#### Task to complete
Would you retype each record exactly as given?

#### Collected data
********************

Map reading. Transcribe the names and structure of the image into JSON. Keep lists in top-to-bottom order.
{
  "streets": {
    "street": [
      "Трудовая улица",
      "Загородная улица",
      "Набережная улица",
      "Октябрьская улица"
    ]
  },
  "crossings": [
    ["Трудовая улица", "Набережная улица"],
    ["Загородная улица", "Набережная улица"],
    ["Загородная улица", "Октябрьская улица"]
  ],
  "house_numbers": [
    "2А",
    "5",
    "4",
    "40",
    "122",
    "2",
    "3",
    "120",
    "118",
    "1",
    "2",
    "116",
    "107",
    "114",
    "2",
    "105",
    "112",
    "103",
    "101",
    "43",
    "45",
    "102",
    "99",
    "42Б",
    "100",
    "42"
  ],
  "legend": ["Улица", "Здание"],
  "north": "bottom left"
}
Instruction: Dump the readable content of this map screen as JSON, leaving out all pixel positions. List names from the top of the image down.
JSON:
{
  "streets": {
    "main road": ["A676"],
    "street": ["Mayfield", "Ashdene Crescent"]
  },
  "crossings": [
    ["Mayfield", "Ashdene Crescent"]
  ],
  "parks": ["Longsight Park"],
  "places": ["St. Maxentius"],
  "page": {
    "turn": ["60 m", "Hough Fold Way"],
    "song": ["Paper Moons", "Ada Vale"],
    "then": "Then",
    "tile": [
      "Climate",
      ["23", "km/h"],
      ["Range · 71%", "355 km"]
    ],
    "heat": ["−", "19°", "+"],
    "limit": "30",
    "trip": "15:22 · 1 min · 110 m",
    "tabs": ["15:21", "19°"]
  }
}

********************

#### Task answer
Map reading. Transcribe the names and structure of the image into JSON. Keep lists in top-to-bottom order.
{
  "streets": {
    "street": [
      "Трудовая улица",
      "Загородная улица",
      "Набережная улица",
      "Октябрьская улица"
    ]
  },
  "crossings": [
    ["Трудовая улица", "Набережная улица"],
    ["Загородная улица", "Набережная улица"],
    ["Загородная улица", "Октябрьская улица"]
  ],
  "house_numbers": [
    "2А",
    "5",
    "4",
    "40",
    "122",
    "2",
    "3",
    "120",
    "118",
    "1",
    "2",
    "116",
    "107",
    "114",
    "2",
    "105",
    "112",
    "103",
    "101",
    "43",
    "45",
    "102",
    "99",
    "42Б",
    "100",
    "42"
  ],
  "legend": ["Улица", "Здание"],
  "north": "bottom left"
}
Instruction: Dump the readable content of this map screen as JSON, leaving out all pixel positions. List names from the top of the image down.
JSON:
{
  "streets": {
    "main road": ["A676"],
    "street": ["Mayfield", "Ashdene Crescent"]
  },
  "crossings": [
    ["Mayfield", "Ashdene Crescent"]
  ],
  "parks": ["Longsight Park"],
  "places": ["St. Maxentius"],
  "page": {
    "turn": ["60 m", "Hough Fold Way"],
    "song": ["Paper Moons", "Ada Vale"],
    "then": "Then",
    "tile": [
      "Climate",
      ["23", "km/h"],
      ["Range · 71%", "355 km"]
    ],
    "heat": ["−", "19°", "+"],
    "limit": "30",
    "trip": "15:22 · 1 min · 110 m",
    "tabs": ["15:21", "19°"]
  }
}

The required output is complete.